((

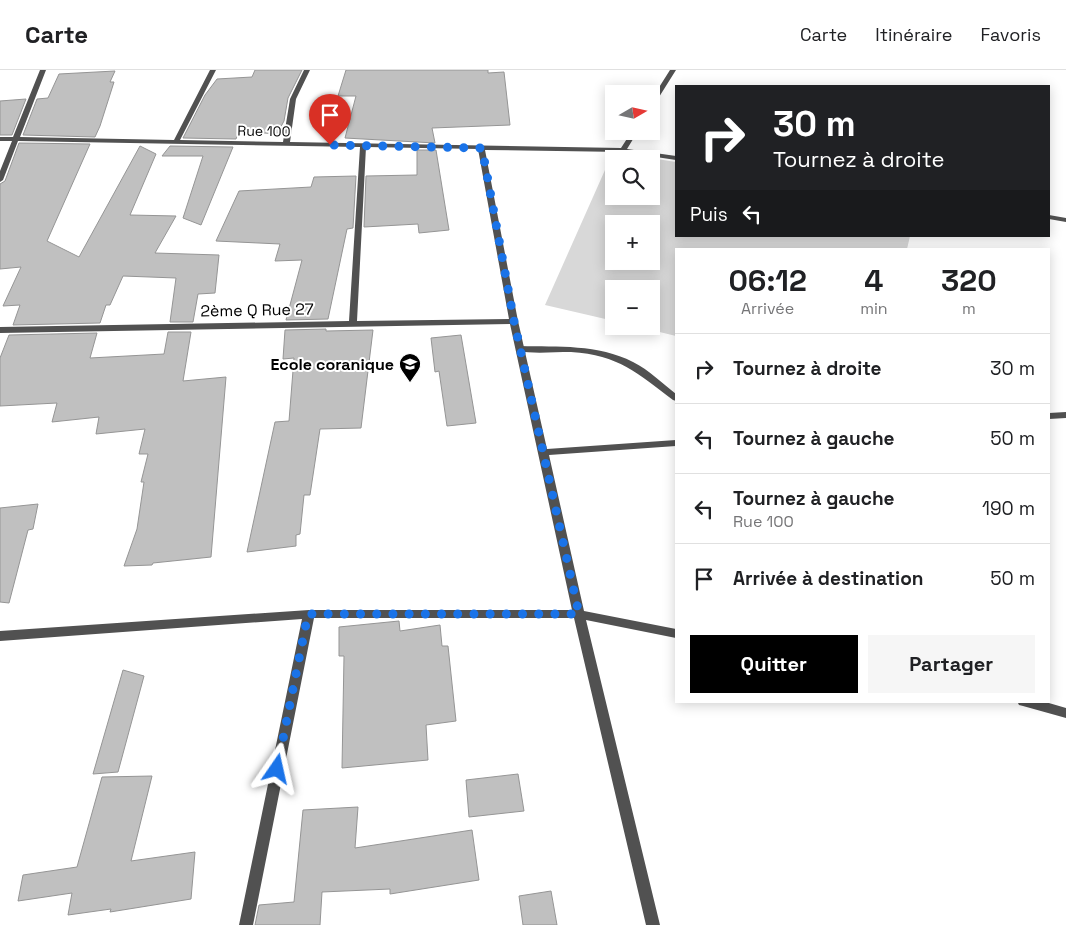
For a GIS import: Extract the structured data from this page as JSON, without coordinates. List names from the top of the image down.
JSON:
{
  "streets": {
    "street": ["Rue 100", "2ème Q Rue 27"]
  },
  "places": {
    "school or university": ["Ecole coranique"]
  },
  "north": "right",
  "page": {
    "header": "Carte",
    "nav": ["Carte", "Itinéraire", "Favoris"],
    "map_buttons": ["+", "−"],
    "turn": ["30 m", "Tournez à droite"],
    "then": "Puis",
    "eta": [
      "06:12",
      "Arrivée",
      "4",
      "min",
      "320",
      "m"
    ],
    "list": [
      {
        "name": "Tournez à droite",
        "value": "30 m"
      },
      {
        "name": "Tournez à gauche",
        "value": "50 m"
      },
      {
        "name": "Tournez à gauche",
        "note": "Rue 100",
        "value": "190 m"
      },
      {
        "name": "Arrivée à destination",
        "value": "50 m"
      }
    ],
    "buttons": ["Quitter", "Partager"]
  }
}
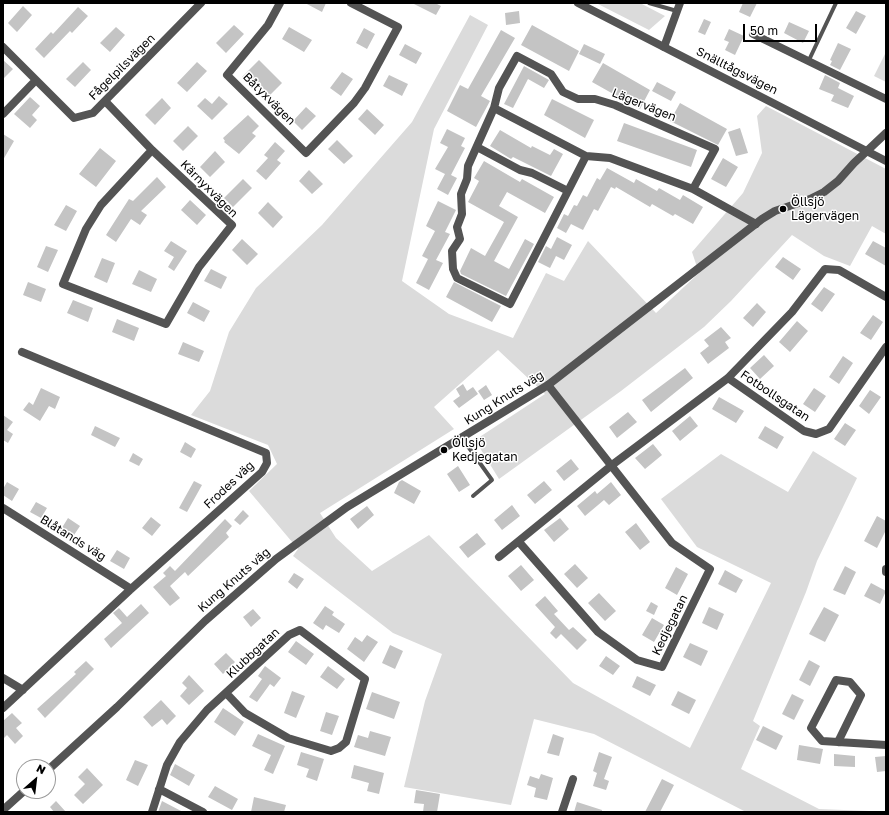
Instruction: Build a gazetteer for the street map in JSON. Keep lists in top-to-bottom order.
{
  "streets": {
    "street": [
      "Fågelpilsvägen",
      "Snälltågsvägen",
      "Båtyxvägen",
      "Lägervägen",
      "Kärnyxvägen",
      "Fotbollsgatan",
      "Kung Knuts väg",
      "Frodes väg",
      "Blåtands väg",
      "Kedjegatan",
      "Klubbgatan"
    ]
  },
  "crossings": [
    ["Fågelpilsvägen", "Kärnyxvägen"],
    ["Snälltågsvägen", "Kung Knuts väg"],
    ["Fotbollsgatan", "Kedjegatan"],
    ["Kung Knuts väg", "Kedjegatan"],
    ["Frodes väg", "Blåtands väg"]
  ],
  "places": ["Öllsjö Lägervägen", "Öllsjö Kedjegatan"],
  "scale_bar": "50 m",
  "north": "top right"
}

))

* THE PROBLEM *
The output has to match the data above line for line, except that pictures are dropped.

* SOLUTION FOR THIS EXERCISE *
For a GIS import: Extract the structured data from this page as JSON, without coordinates. List names from the top of the image down.
JSON:
{
  "streets": {
    "street": ["Rue 100", "2ème Q Rue 27"]
  },
  "places": {
    "school or university": ["Ecole coranique"]
  },
  "north": "right",
  "page": {
    "header": "Carte",
    "nav": ["Carte", "Itinéraire", "Favoris"],
    "map_buttons": ["+", "−"],
    "turn": ["30 m", "Tournez à droite"],
    "then": "Puis",
    "eta": [
      "06:12",
      "Arrivée",
      "4",
      "min",
      "320",
      "m"
    ],
    "list": [
      {
        "name": "Tournez à droite",
        "value": "30 m"
      },
      {
        "name": "Tournez à gauche",
        "value": "50 m"
      },
      {
        "name": "Tournez à gauche",
        "note": "Rue 100",
        "value": "190 m"
      },
      {
        "name": "Arrivée à destination",
        "value": "50 m"
      }
    ],
    "buttons": ["Quitter", "Partager"]
  }
}
Instruction: Build a gazetteer for the street map in JSON. Keep lists in top-to-bottom order.
{
  "streets": {
    "street": [
      "Fågelpilsvägen",
      "Snälltågsvägen",
      "Båtyxvägen",
      "Lägervägen",
      "Kärnyxvägen",
      "Fotbollsgatan",
      "Kung Knuts väg",
      "Frodes väg",
      "Blåtands väg",
      "Kedjegatan",
      "Klubbgatan"
    ]
  },
  "crossings": [
    ["Fågelpilsvägen", "Kärnyxvägen"],
    ["Snälltågsvägen", "Kung Knuts väg"],
    ["Fotbollsgatan", "Kedjegatan"],
    ["Kung Knuts väg", "Kedjegatan"],
    ["Frodes väg", "Blåtands väg"]
  ],
  "places": ["Öllsjö Lägervägen", "Öllsjö Kedjegatan"],
  "scale_bar": "50 m",
  "north": "top right"
}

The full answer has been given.